Vim is lightweight and fast. Vim runs primarily on the terminal with a small footprint. Combined with a super-fast startup time and zero latency, you can use Vim anytime, anywhere, including over remote connections via SSH and low-powered hardware. You can even have multiple Vim sessions open at once without impacting your machine's performance. Vim provides a keyboard-only experience. You can do everything in Vim without taking your hands off the keyboard.

No context switching with the mouse improves your comfort and efficiency. It also allows a good experience when typing in restricted spaces such as when commuting on a train or bus. Vim provides simple and fast navigation commands. You can move your cursor with the arrow keys or "h", "j", "k", "l" to keep your hand on the home row like other text editors but, when you start using text objects, you increase your efficiency a lot.

You can also combine these with numbers to move faster. For example, "3w" moves to the beginning of the third word. Vim provides many of these navigation commands. In addition to navigation commands, Vim provides intuitive mnemonics actions. For example, press "i" to insert text, "c" to change , "d" to delete , and so on. The best part is you can combine these two ideas to create powerful command chains.

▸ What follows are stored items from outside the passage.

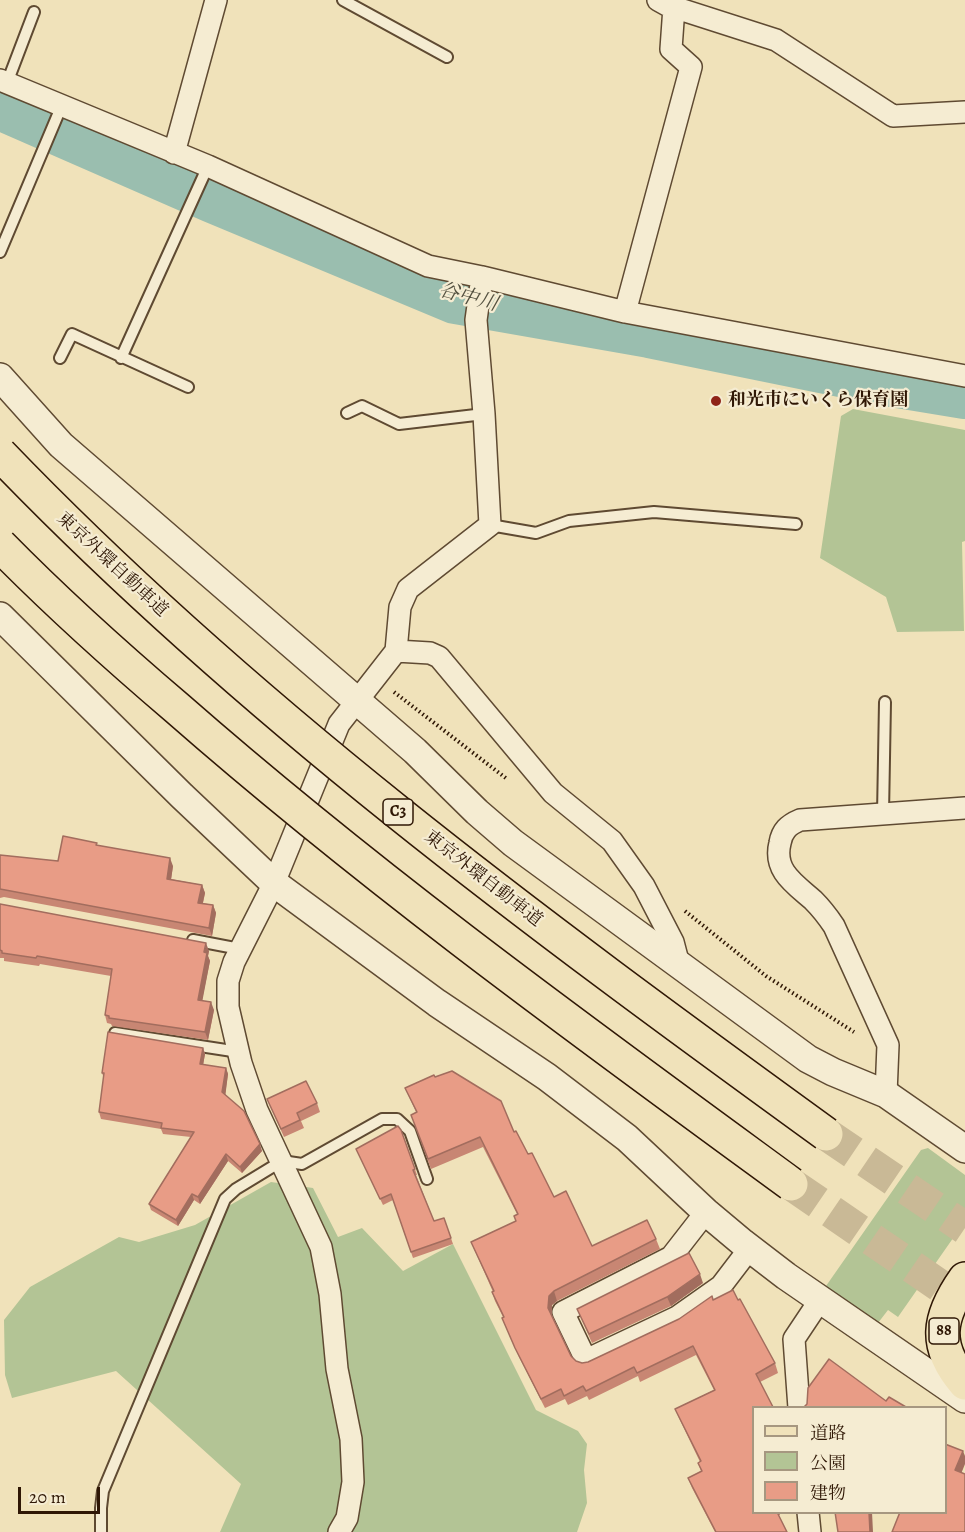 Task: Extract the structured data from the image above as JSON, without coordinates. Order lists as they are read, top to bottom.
{
  "streets": {
    "main road": ["東京外環自動車道", "C3", "88"]
  },
  "water": ["谷中川"],
  "places": ["和光市にいくら保育園"],
  "legend": ["道路", "公園", "建物"],
  "scale_bar": "20 m"
} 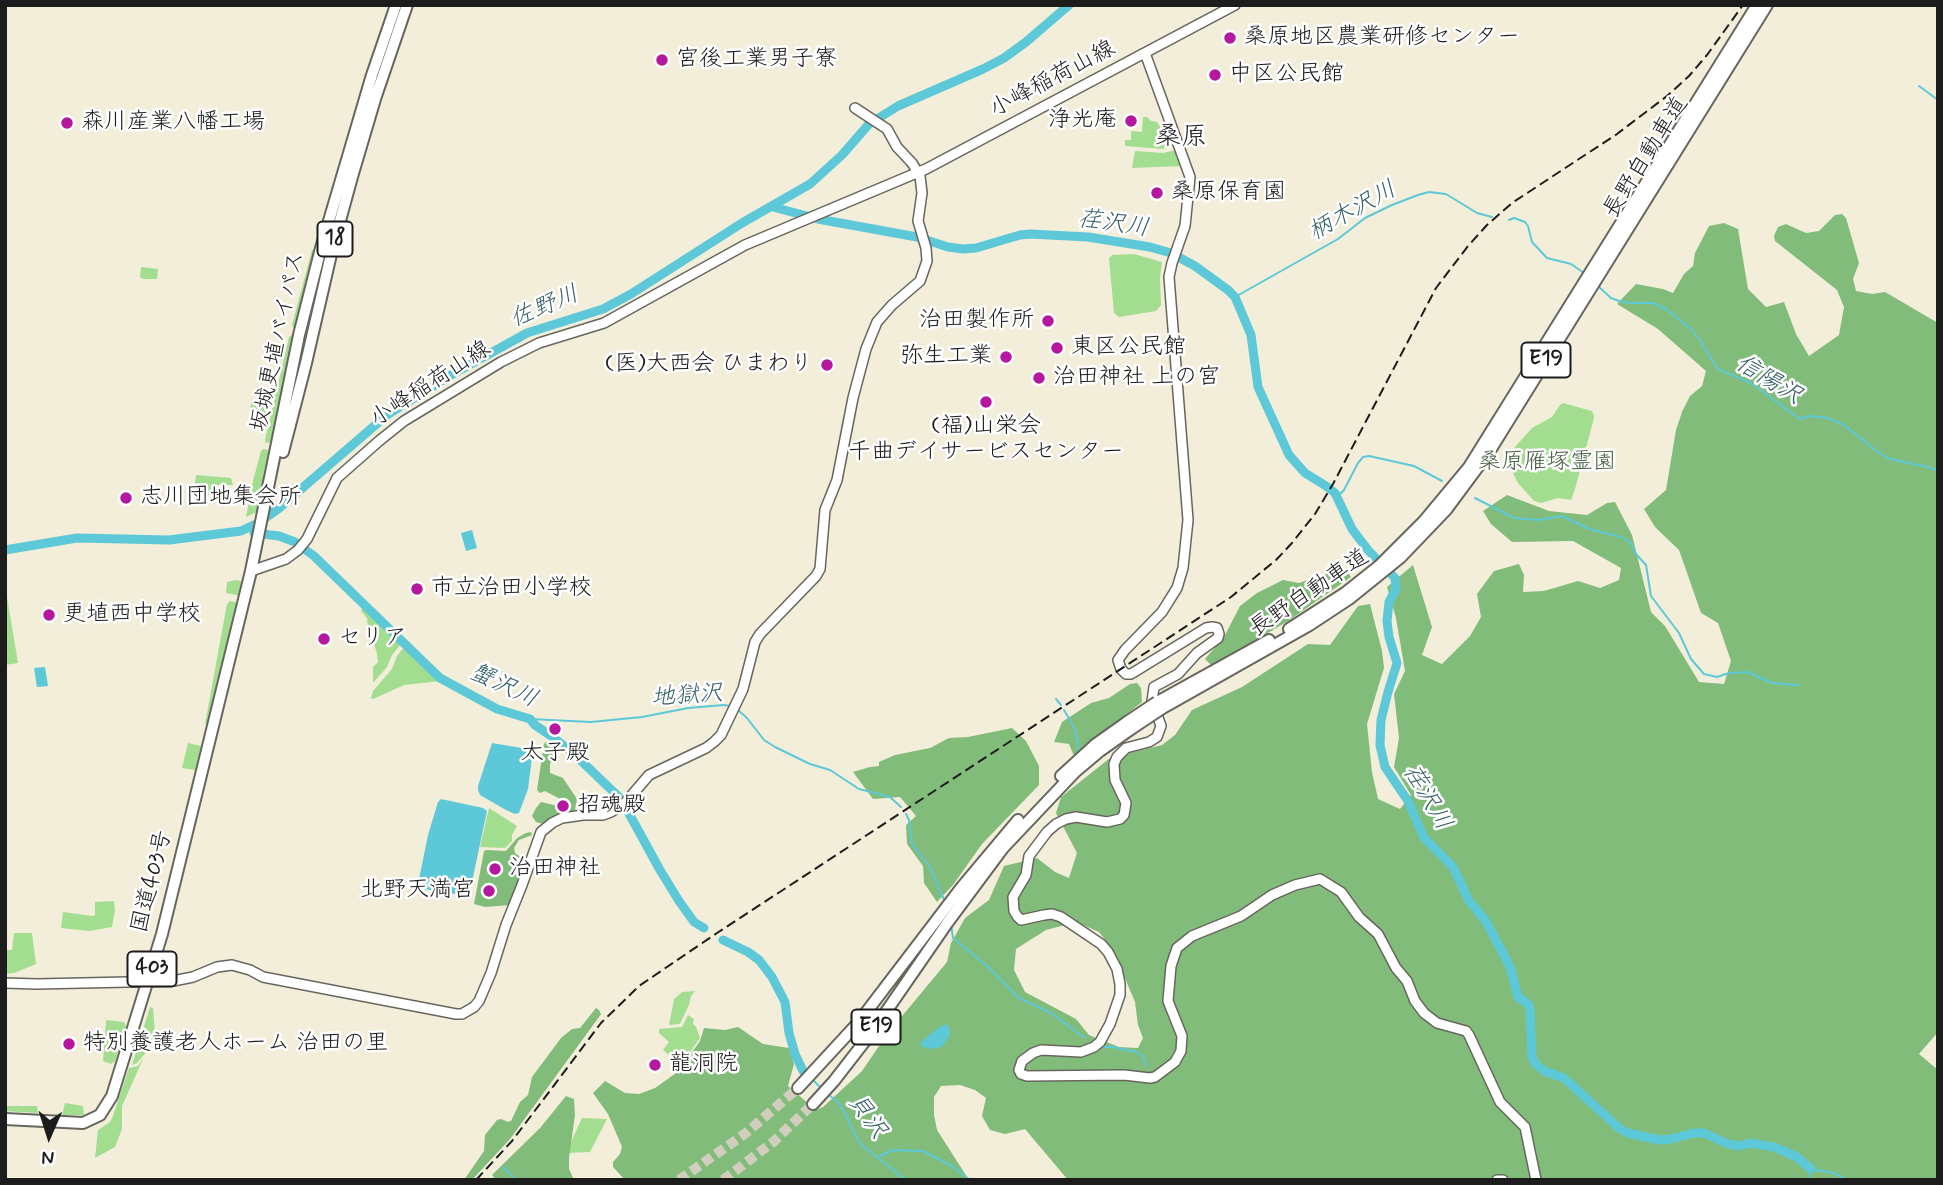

Vim structures these command chains semantically, reflecting our thought process, similar to sentences in English with verbs and objects. When you first start with Vim, these commands feel awkward but, with a little practice, they make text editing highly efficient. Vim is extremely flexible and powerful. You can start simple and use it to edit configuration files quickly. You can also write programs in your favorite programming language, with features like code completion, syntax highlighting, and syntax checking, similar to popular IDE's.

Vim provides out-of-the-box syntax highlighting for many languages and file types. Vim is fully customizable. You can provide options on the fly or through a config file. You can also create conditional configurations that are effective only when editing a particular type of file.

In addition to customization, Vim supports plugins out of the box. The open-source community has developed several plugins to extend Vim's functionality even further.

You can add code syntax for other languages, integrate with Git, add a fancy status bar, fuzzy finding, smart code commenting, code snippets, and many other features. More than just a text editor, Vim is a platform that allows you to build your own text editing experience according to your requirements and preferences. Vim is a fantastic text editor. It's fast, flexible, and powerful, but most of all, it's fun to use.

I honestly don't see me doing some of the things that I can do in Vim with any other editor, at least not as efficiently.